Offensive coordinator Greg Roman admitted he 49ers had been saving some of those schemes —and Kaepernick's legs — for the playoff push. Kaepernick, the first college football player with three seasons of 2,000 yards passing and 1,000 yards rushing, surely surprised the opposition with all those read-option runs, including a 56-yarder TD keeper in the third quarter — the longest by a quarterback in franchise history — that eclipsed Vick's mark.
"I think they thought I had it," James said. "That's what I told him. I know once he gets past the second level, nobody's going to touch him."
Kaepernick's performance was hardly perfect.
He threw an interception returned for a touchdown by Sam Shields on the fourth play of the game, had a taunting penalty for throwing the ball down in the face of Packers defenders after getting tackled in the second quarter and often had problems getting the offense out of the huddle quickly.

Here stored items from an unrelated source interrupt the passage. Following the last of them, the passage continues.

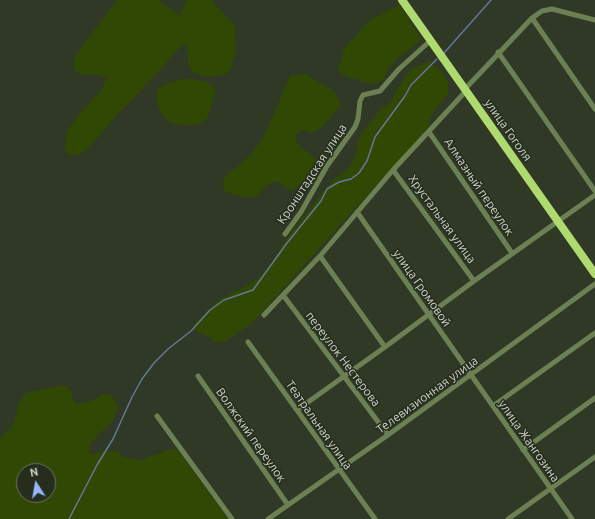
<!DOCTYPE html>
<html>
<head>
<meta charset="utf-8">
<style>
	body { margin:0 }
	#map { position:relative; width:595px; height:519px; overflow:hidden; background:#303826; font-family:Ubuntu,sans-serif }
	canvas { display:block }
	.north { position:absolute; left:16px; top:463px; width:40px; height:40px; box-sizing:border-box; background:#262d1d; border:1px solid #6a7062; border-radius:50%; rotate:349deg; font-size:11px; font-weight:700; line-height:16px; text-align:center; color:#cfd4c9 }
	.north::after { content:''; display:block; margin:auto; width:14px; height:18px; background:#97b6fd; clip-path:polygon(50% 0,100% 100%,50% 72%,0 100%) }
</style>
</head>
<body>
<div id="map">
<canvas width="595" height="519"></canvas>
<div class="north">N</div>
</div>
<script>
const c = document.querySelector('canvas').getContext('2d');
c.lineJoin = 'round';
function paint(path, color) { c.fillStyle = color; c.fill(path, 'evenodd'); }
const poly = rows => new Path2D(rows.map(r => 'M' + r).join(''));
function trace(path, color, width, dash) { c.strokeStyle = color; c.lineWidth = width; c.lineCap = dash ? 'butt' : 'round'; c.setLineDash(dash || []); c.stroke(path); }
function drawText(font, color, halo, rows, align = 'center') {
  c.font = font + ' Ubuntu,sans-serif'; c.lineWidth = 3; c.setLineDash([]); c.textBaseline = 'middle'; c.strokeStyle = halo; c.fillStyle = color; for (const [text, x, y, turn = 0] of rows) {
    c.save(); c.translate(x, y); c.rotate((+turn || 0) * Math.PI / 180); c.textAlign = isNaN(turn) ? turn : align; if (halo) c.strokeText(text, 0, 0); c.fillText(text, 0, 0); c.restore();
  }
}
paint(poly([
	[117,0,157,0,180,15,187,0,212,0,215,5,235,26,236,52,230,70,224,75,205,77,192,72,188,63,187,46,182,45,152,79,115,117,87,150,76,155,67,154,65,146,67,131,81,112,99,93,107,78,95,74,82,75,75,70,74,57],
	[400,5,421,40,397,59,388,70,384,78,378,83,371,84,363,82,357,79,352,79,345,77,338,69,342,58,343,50,369,21,385,12],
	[429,61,444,74,448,83,448,94,432,114,427,129,251,324,224,342,214,342,210,337,195,331,193,325,220,299,250,284,260,277,271,263,291,232,326,188,335,178,350,167,356,154,357,143,360,135,376,116,379,109,390,103,406,74,413,68],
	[304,73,334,91,341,105,321,128,311,133,303,129,296,135,295,140,299,145,322,164,292,191,275,181,267,185,256,197,242,197,226,192,222,184,226,176,249,156,263,138,290,76],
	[182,79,192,79,207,82,216,89,207,119,197,125,179,125,168,121,160,112,156,99,158,89,169,83],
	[63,385,69,388,75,403,89,402,102,395,110,394,116,402,118,408,110,424,99,434,89,446,91,455,99,452,117,451,123,457,140,460,171,449,177,449,228,519,0,519,0,439,13,424,19,403,25,393],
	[24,471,48,471,48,495,24,495]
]), '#314804');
trace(poly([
	[444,53,491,0],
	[69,519,97,465,113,439,132,397,142,379,154,363,168,349,191,331,210,310,224,300,253,290,287,243,321,201,327,189,339,182,351,179,359,173,367,161,375,137,405,96,411,85,437,59]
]), '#657699', 1.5);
trace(poly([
	[532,18,595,109],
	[498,52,595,191],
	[465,89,532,18,542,11,552,9,595,20],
	[429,132,512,253],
	[393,170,474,281],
	[357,212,572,519],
	[285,234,301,212,327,166,355,127,358,119,360,101,363,95,380,91,399,69,430,41],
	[320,256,385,347],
	[283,295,388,435],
	[264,315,320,256,393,170,466,91],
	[248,342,375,519],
	[198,376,288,505],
	[493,406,595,333],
	[297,410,385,347,474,281,595,195],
	[157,416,232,519],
	[523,450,595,398],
	[268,519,388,435,595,284],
	[508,519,595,457]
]), '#6c8053', 5);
trace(poly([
	[402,0,595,274]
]), '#aeda6f', 8);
drawText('12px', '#cfd4c9', '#262d1d', [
	["улица Гоголя",508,130,55],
	["Кронштадская улица",312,174,-57],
	["Алмазный переулок",479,187,56],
	["Хрустальная улица",442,219,54],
	["улица Громовой",422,288,55],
	["переулок Нестерова",343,359,53],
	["Телевизионная улица",427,395,-36],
	["Театральная улица",319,425,55],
	["Волжский переулок",251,435,55],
	["улица Жангозина",529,441,55]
]);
</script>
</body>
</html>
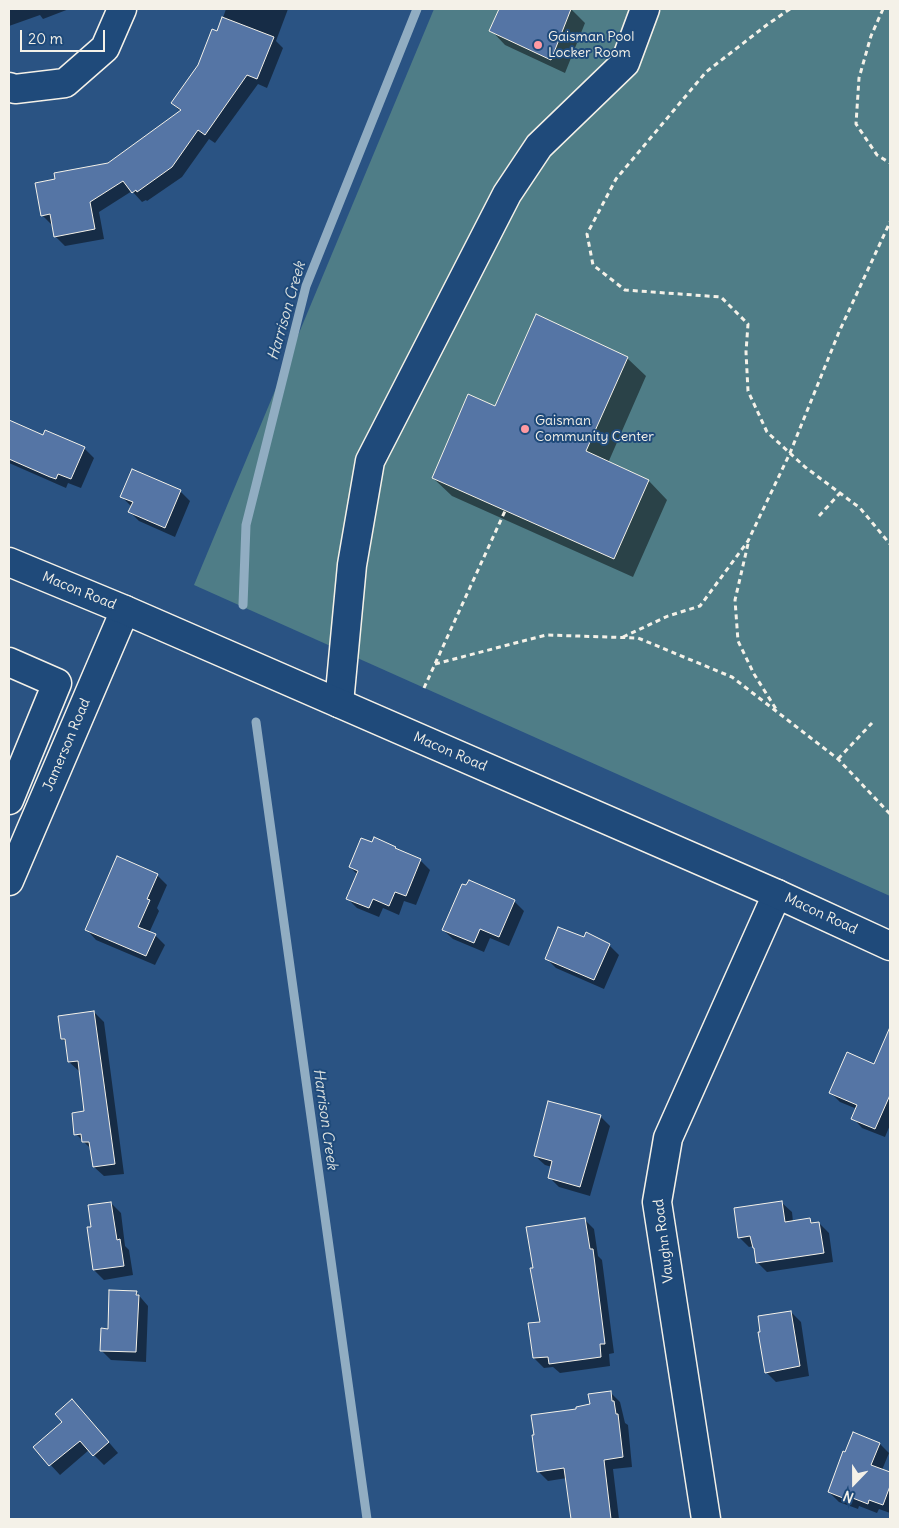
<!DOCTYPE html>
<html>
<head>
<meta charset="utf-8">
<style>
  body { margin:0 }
  #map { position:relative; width:899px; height:1528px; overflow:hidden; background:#2a5383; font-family:Delius,sans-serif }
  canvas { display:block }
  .frame { position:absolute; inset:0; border:10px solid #f4f1e8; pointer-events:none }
  .north { position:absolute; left:829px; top:1458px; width:50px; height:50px; -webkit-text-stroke:4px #1f4a7a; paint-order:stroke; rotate:202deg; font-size:14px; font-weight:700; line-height:20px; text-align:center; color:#f4f1e8 }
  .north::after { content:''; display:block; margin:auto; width:18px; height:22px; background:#f4f1e8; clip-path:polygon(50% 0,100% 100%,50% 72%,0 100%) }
  .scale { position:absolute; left:20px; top:30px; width:85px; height:22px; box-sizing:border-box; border:2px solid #f4f1e8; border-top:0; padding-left:6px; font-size:15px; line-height:18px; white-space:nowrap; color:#f4f1e8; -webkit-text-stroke:4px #1f4a7a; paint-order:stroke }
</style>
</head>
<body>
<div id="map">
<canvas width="899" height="1528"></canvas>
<div class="frame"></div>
<div class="north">N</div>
<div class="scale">20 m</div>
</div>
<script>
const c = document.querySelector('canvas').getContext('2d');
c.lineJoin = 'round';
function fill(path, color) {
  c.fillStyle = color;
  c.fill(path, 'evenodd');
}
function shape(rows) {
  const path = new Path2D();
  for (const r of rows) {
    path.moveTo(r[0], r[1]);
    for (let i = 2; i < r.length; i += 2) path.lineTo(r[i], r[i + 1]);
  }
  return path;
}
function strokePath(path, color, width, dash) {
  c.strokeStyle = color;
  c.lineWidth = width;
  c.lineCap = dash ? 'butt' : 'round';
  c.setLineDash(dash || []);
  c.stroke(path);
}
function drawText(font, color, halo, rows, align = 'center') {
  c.font = font + ' Delius,sans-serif';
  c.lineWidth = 4;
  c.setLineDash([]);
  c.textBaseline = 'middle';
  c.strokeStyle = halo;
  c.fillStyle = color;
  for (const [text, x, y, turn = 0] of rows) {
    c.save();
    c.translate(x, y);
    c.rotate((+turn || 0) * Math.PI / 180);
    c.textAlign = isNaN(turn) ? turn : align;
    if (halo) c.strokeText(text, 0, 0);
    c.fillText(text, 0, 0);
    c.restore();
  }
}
fill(shape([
  [434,9,890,9,890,896,194,585]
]), '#4f7d87');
fill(shape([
  [9,9,69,9,43,19,40,15,9,26],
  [226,9,288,9,276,41,283,48,267,88,258,84,215,143,209,139,182,177,147,201,146,200,142,202,132,191,99,212,104,239,65,246,55,236,52,225,42,215,57,180,108,164,181,112,172,103,199,66,218,32],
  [500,9,571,9,585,23,565,73,505,45,491,30],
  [627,358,646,376,608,463,649,481,667,500,633,577,452,496,433,478,496,408],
  [9,422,44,436,84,448,94,458,81,488,68,483,66,488,9,463],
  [133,471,180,491,190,501,175,537,139,521,130,512,132,507,122,497],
  [372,844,395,848,399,851,420,860,430,870,416,905,404,901,399,915,383,908,379,917,357,908,347,898,357,874,350,867],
  [157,875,167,885,157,908,159,911,149,933,155,935,165,945,155,965,96,940,87,930],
  [514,901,524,911,509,946,490,938,484,952,453,939,443,930],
  [584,939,609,945,619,955,604,989,556,968,546,958],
  [94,1012,104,1022,124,1174,104,1176,94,1167,92,1150,76,1134,86,1112,81,1071,79,1071,69,1062,67,1043,62,1039],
  [879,1055,890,1060,890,1125,885,1137,862,1128,853,1118,857,1109,840,1102,831,1093,875,1065],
  [600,1116,610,1126,590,1196,559,1187,549,1177,552,1167,545,1165,535,1156],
  [111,1203,121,1213,125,1246,129,1250,133,1275,104,1280,94,1270,92,1228],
  [782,1203,792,1212,793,1222,809,1219,814,1224,819,1223,829,1233,833,1262,767,1272,757,1262,756,1250,753,1246,749,1247,739,1237],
  [584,1219,594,1229,598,1256,602,1260,614,1353,609,1354,610,1366,560,1373,553,1367,544,1368,534,1358,541,1323,534,1269],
  [136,1292,148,1306,146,1362,111,1360,101,1350],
  [791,1312,801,1322,809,1376,776,1382,766,1372],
  [610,1392,620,1402,625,1423,628,1425,632,1467,613,1469,619,1519,572,1519,567,1478,548,1481,538,1471,577,1410,591,1406],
  [82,1411,118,1453,104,1465,89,1450,60,1475,35,1448],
  [880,1444,889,1453,882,1470,890,1474,890,1513,879,1509,877,1513,859,1506,858,1509,839,1502,829,1492,846,1454]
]), '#0007');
strokePath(shape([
  [243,605,246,525,306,286,417,9],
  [256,722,367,1519]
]), '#91adc2', 9);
const building = shape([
  [499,9,571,9,551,60,489,31,499,9],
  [222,17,274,37,257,79,247,75,205,135,198,130,172,167,137,192,136,190,132,193,123,181,90,202,95,229,54,237,50,214,41,216,35,183,55,179,54,173,108,163,181,110,171,103,198,65,212,29,217,31,222,17],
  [536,314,628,357,586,451,649,480,614,559,432,478,468,394,495,406,536,314],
  [9,420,43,435,45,430,85,447,71,479,58,474,56,479,50,477,9,459,9,420],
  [132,469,181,490,165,528,128,512,133,502,120,497,132,469],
  [374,837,396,847,395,848,421,859,406,896,395,892,389,906,373,899,369,908,346,899,358,871,349,867,361,838,372,842,374,837],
  [117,856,158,874,147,899,150,900,138,927,156,934,146,956,85,930,117,856],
  [469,880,515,900,499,937,480,929,474,943,442,930,462,884,466,885,469,880],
  [558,927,584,937,586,932,610,944,594,980,545,959,558,927],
  [94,1011,115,1164,93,1167,89,1142,82,1142,81,1134,74,1135,72,1113,84,1111,78,1061,68,1062,65,1039,61,1039,58,1016,94,1011],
  [890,1027,890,1095,875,1129,851,1119,857,1105,829,1093,847,1052,874,1064,890,1027],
  [548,1101,601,1115,580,1187,548,1178,552,1161,534,1156,548,1101],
  [782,1201,785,1222,810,1218,811,1223,819,1222,824,1253,756,1263,754,1248,753,1248,750,1236,738,1238,734,1208,782,1201],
  [111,1202,117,1240,120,1239,124,1266,93,1270,87,1227,91,1227,88,1205,111,1202],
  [585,1218,590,1249,593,1249,605,1344,600,1344,601,1357,549,1364,548,1357,533,1358,528,1323,540,1322,530,1268,533,1268,526,1227,585,1218],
  [109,1290,137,1291,136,1295,139,1295,136,1352,100,1351,101,1328,108,1329,109,1290],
  [791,1311,800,1366,765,1373,758,1332,760,1332,758,1316,791,1311],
  [611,1391,612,1401,614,1401,616,1414,618,1414,623,1457,604,1460,611,1519,571,1519,564,1468,537,1472,532,1435,534,1435,531,1415,576,1409,576,1407,590,1404,588,1394,611,1391],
  [72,1399,109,1442,93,1456,80,1441,49,1466,33,1447,62,1422,55,1414,72,1399],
  [853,1432,880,1443,871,1465,890,1472,890,1486,883,1505,869,1500,868,1504,850,1497,848,1500,828,1492,843,1451,845,1452,853,1432]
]);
fill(building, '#5575a5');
strokePath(building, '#f4f1e8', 1);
const minor = shape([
  [9,87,15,89,65,83,105,48,122,9],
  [9,662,57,683,9,800],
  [339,703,352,565,370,461,507,194,539,146,625,63,645,9],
  [9,881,125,610],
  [706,1519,657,1202,668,1138,777,894]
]);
const major = shape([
  [9,562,125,610,777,894,890,946]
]);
strokePath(minor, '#f4f1e8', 31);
strokePath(major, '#f4f1e8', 31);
strokePath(shape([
  [790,9,768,24,706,72,616,179,587,234,593,265,625,290,721,297,748,324,746,352,748,391,767,432,805,467,860,508,890,544],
  [883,9,871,36,859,78,856,124,877,155,890,163],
  [819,516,840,493],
  [748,544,735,600,738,641,754,674,776,709],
  [623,637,668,616,700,606,748,541,790,453,839,332,890,222],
  [435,664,546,635,638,638,732,677,838,759,890,814],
  [424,688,505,511],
  [838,759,872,723]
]), '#f4f1e8', 3, [5, 4]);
strokePath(minor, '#1f4a7a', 28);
strokePath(major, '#1f4a7a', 28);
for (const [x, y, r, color] of [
  [538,45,5,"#ff9aa2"],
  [525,429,5,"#ff9aa2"]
]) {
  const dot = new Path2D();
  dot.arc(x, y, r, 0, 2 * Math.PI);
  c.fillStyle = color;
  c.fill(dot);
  strokePath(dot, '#1f4a7a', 2);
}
drawText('14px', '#f4f1e8', '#1f4a7a', [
  ["Gaisman Pool",548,37],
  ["Locker Room",548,53],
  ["Gaisman",535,421],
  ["Community Center",535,437]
], 'left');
drawText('14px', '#f4f1e8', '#1f4a7a', [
  ["Macon Road",79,591,22],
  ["Jamerson Road",67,745,-67],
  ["Macon Road",450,752,23],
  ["Macon Road",821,914,25],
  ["Vaughn Road",664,1241,-97]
]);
drawText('italic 15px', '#dbe0de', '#1f4a7a', [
  ["Harrison Creek",287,311,-74],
  ["Harrison Creek",325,1119,82]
]);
</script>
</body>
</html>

As San Francisco also knows maybe more than any other playoff team, sustaining success is not easy.
Five previous times this season the 49ers have won two in a row, and all five times they have failed to win the next game, including a 24-24 tie against St. Louis in Week 10. If they want a trip to New Orleans, they'll have to find a way to put together something they haven't all season: a winning streak.
"It feels like we're in the same place," Crabtree said. "Winning that game last year, we're in the same place. It's just what we do the next game. It's all about the next game."